Stored dataset items
----------------
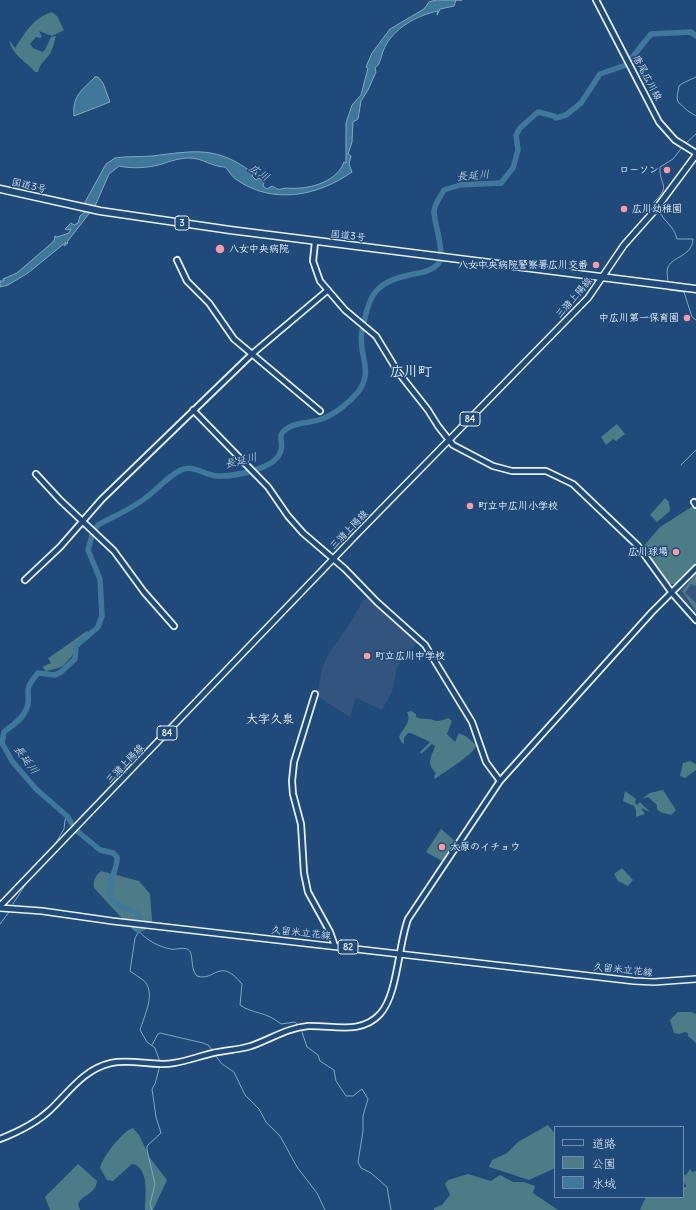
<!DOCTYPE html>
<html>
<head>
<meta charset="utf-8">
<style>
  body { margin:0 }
  #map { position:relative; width:696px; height:1210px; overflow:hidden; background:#1f4a7a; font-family:Delius,"Klee One",sans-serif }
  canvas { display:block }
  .legend { position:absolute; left:554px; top:1126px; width:130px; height:72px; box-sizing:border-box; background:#1f4a7a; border:1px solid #6f8dac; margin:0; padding:5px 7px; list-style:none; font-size:12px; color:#e8f1f8 }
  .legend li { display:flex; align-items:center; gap:8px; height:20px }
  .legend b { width:20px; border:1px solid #6f8dac }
</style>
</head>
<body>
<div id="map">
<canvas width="696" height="1210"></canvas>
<ul class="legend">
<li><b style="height:5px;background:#1f4a7a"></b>道路</li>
<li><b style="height:11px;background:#4d7c87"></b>公園</li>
<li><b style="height:11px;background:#40789c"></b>水域</li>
</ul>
</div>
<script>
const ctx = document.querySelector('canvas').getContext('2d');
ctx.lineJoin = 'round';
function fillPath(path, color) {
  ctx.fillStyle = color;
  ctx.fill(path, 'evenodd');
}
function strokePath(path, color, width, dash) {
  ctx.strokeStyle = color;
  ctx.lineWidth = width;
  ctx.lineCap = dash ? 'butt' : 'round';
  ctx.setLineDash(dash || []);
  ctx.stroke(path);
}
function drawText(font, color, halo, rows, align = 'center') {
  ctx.font = font + ' Delius,"Klee One",sans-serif';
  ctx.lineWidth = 3;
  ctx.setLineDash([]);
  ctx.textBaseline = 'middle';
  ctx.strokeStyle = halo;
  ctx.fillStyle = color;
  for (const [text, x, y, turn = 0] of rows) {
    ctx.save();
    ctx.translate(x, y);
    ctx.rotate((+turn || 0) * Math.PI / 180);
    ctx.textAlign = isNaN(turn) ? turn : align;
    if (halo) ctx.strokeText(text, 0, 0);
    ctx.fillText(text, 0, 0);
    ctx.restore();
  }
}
const built = new Path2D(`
  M696 572V618L680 598 679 589Z
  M368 598 416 641V644L397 667 392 692 382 710 356 698 350 717 317 696 322 668 330 651 345 631 364 599Z`);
const green = new Path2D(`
  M52 12 57 16 64 30 52 36 39 31 42 37 40 38 36 37 30 44 33 48 42 52 45 50 51 37 56 36C55 40 52 51 50 54 45 60 40 64 38 72H35C28 63 10 53 10 41L15 48C25 33 33 18 52 12Z
  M617 424 625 434 616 441 613 439 606 445 601 437Z
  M665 498 669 502 670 511 657 522 650 515Z
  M693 506 696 510V564L676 584H669L643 547 660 527Z
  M696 574V586L691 584 685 593 696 603V611L682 591Z
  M87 631 89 633 77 643 72 656 64 665 59 668 46 671 43 668 44 666 51 663 48 658 50 657Z
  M411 711 416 714V717C420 719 422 718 426 719 438 719 433 724 448 718L452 721 447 734 455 742 459 733 467 737 476 745C475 754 444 772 435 779L434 776 436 773C426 763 431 758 435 746L432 744 421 754 420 752 430 742 411 733H408L404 738V744L402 743 399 737C403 728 412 722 407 712Z
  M690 761 696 764V770L685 778 680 776 683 763Z
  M663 790 676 810 671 815 660 812 657 809V805L648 797 642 799 650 793Z
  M625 791 636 799 635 803 637 805 640 802 650 812 641 808 645 814 636 817V810L634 806 623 801Z
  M441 829 455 841 442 861 426 852Z
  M622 868 633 880 628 886 618 881 614 874Z
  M101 871 139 881 150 894 152 921 145 930 138 933 133 930 94 888C93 881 95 876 101 871Z
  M678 1012H691L696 1014V1043L688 1036V1033L685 1032 679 1034 674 1033 670 1020Z
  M548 1125 555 1134V1168L529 1180 489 1167 492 1160 507 1153 518 1142Z
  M133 1128 139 1135 150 1158 167 1180 153 1210H145C145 1197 150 1167 132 1164L113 1181 107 1180 100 1168C102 1158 123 1130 133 1128Z
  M78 1164 97 1181C96 1194 83 1194 78 1204L80 1210H50L45 1197Z
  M690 1169 692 1172 696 1171V1210H640L646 1197H683V1187H686V1185L683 1182V1174L686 1175Z
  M468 1174 491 1181 500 1175 513 1182H524L535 1186 533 1193 558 1210H434V1208L442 1205 450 1195 445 1184 448 1180Z`);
const water = new Path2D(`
  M437 0H462H456L454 6 440 9 437 15 438 11C418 15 393 28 384 49 381 55 381 64 375 68L376 72 368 90 361 101 358 119 353 122 352 142 348 154 351 156 349 164 352 172C318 196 273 205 237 180 231 176 229 171 225 167 212 167 203 158 189 158 181 158 170 161 162 164 149 168 131 169 119 166L109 174 95 206 67 242 68 243 64 246 66 242 28 273 8 285 0 287V281H4L3 279 17 273 54 241 55 236 57 237 69 233 71 229 67 230 65 229 71 223 74 225 78 223 80 216 86 211 84 204 106 164 115 158C127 156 139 157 152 156 194 151 217 145 254 174L252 176 256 180 259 178 264 182 263 186 267 189 272 186C274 187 276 188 277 189 280 190 284 188 286 188 305 190 336 184 344 162L346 163V123L352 105 361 95 368 68 366 67 372 53 390 29 424 9 429 2Z
  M95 77H98L103 83 110 102 74 116C72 96 82 90 95 77Z`);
const stream = new Path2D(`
  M696 77 683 83 679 86 677 97 678 102 688 111 696 116
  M685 144 696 134
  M655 206 654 202C672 185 659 186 660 167L673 159 683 146
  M659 210C664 223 674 225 677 239H693C692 259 668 255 667 272 667 275 668 279 668 282
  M669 290 684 292 692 317 696 320
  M681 465 696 450
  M40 861 54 846 64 829 65 820 67 816
  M11 907 29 879
  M0 924 9 912
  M301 1029 307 1047 318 1055 320 1061 334 1070 336 1081 346 1096H353L362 1089 368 1099 363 1116V1131L358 1162 361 1168 371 1173 387 1187 391 1210
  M152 1045 158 1034 160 1033 203 1043 208 1045 214 1052
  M215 1055 222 1064 234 1072 245 1095 259 1109 266 1122 280 1136 297 1167 317 1193 325 1210
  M160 1062 155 1048 147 1042 140 1030C144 1016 157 992 143 980 139 977 134 974 130 971L135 938 139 931C146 940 159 947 171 949 176 950 182 947 187 949 195 952 189 968 197 976 215 982 219 956 242 984L240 1005C252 1014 266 1011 281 1024L295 1022 298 1025
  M152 1210 150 1204 155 1184 147 1150V1146L161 1133 156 1117 152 1089 155 1084 160 1065`);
const river = new Path2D(`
  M139 931C147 902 118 914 111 897 106 884 118 870 117 857L113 853 100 850 76 830 67 816 36 789 12 761 2 743 4 732C12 725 21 721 26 710 31 702 26 694 29 686 31 681 35 677 38 673L55 675 61 672 75 659 76 646 98 627 102 616 100 579 88 550 93 532 98 525C114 516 134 508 148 496 158 488 168 477 179 471 193 463 203 475 217 476 232 477 278 469 281 450 283 445 280 440 281 435 289 421 309 424 322 419 335 414 349 403 358 392 375 370 357 354 362 331 370 293 374 282 414 274 421 273 431 271 437 265 447 256 434 224 434 212 434 204 441 196 444 190L460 185 501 183 513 168 518 150 516 135 520 128 538 112 554 116 556 118 566 115 581 103 600 74 626 65 651 34 691 32 696 36`);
const secondary = new Path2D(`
  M596 0 659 122 675 140 696 153
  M315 242 313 261 320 281 345 310 376 336 398 372 428 410 438 426 453 445 493 466 512 471H546L573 484 638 546 672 593 696 620
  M177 260 187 281 209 303 234 339 320 411
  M193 410 268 487 288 516 303 533 345 569 377 602 425 645 472 722 486 762 500 781
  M36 474 60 500 114 551 144 592 174 626
  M694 502 696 505
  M25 580 60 547 102 499 252 354 328 290
  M315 694 294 762 292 781 293 794 301 824 304 873 308 892 330 932 335 946
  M0 1139C18 1132 35 1124 50 1110 69 1092 84 1069 111 1063 132 1058 153 1067 174 1063 187 1061 200 1056 213 1053 226 1050 238 1050 251 1046 271 1039 287 1028 308 1026 333 1025 361 1035 380 1014 398 994 398 946 408 919L500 781 652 612 696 568`);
const primary = new Path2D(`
  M0 906 359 532 588 298 624 245 656 209 696 155
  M0 908 42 911 112 921 634 981 654 982 696 979`);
const highway = new Path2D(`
  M0 189 100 211 230 230 696 289`);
const markers = [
  [667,170,4,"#ff9aa2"],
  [624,209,4,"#ff9aa2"],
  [220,249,5,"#ff9aa2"],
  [596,265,4,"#ff9aa2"],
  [687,318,4,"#ff9aa2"],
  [470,506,4,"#ff9aa2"],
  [676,552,4,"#ff9aa2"],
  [367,656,4,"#ff9aa2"],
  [442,847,4,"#ff9aa2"]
];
const shields = [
  [182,223,14],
  [470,419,20],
  [167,733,20],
  [348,947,20]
];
const shieldNames = [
  ["3",182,223],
  ["84",470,419],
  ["84",167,733],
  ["82",348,947]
];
const streetNames = [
  ["唐尾広川線",647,78,62],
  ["国道3号",29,186,13],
  ["国道3号",348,236,6],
  ["三潴上陽線",574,298,-49],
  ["三潴上陽線",349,530,-46],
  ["三潴上陽線",125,764,-46],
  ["久留米立花線",301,933,6],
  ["久留米立花線",623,970,6]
];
const poiNames = [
  ["ローソン",659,170,"right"],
  ["広川幼稚園",632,209],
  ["八女中央病院",229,249],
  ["八女中央病院警察署広川交番",588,265,"right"],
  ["中広川第一保育園",679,318,"right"],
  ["町立中広川小学校",478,506],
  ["広川球場",668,552,"right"],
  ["町立広川中学校",375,656],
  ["太原のイチョウ",450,847]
];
const waterNames = [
  ["広川",259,173,34],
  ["長延川",473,176,-5],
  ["長延川",241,461,-14],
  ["長延川",26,760,53]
];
const quarterNames = [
  ["大字久泉",270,720]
];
const districtNames = [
  ["広川町",411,372]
];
fillPath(built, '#33547e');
fillPath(green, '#4d7c87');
fillPath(water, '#40789c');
strokePath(water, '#83a8c1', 1);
strokePath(stream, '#83a8c1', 1);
strokePath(river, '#40789c', 5.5);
strokePath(secondary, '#e8f1f8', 8);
strokePath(primary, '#e8f1f8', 8);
strokePath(highway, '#e8f1f8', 9);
strokePath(secondary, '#1f4a7a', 4.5);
strokePath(primary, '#1f4a7a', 5);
strokePath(highway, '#1f4a7a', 6);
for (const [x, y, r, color] of markers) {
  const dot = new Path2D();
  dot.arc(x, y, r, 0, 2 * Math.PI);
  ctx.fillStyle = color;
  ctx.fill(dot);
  strokePath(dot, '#1f4a7a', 1.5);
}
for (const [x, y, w] of shields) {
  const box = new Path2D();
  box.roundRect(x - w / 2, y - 7, w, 14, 3);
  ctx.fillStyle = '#1f4a7a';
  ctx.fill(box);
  strokePath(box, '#e8f1f8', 1);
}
drawText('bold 9px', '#e8f1f8', null, shieldNames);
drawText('10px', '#e8f1f8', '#1f4a7a', streetNames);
drawText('bold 10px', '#e8f1f8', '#1f4a7a', poiNames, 'left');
drawText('italic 11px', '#cfdfea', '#1f4a7a', waterNames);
drawText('bold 12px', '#e8f1f8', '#1f4a7a', quarterNames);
drawText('bold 14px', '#e8f1f8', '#1f4a7a', districtNames);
</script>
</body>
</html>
----------------
» **TO DO**
Your answer should be each line from the entries that includes the string "strokeStyle".

» **RESULT FOR THIS TASK**
  ctx.strokeStyle = color;
  ctx.strokeStyle = halo;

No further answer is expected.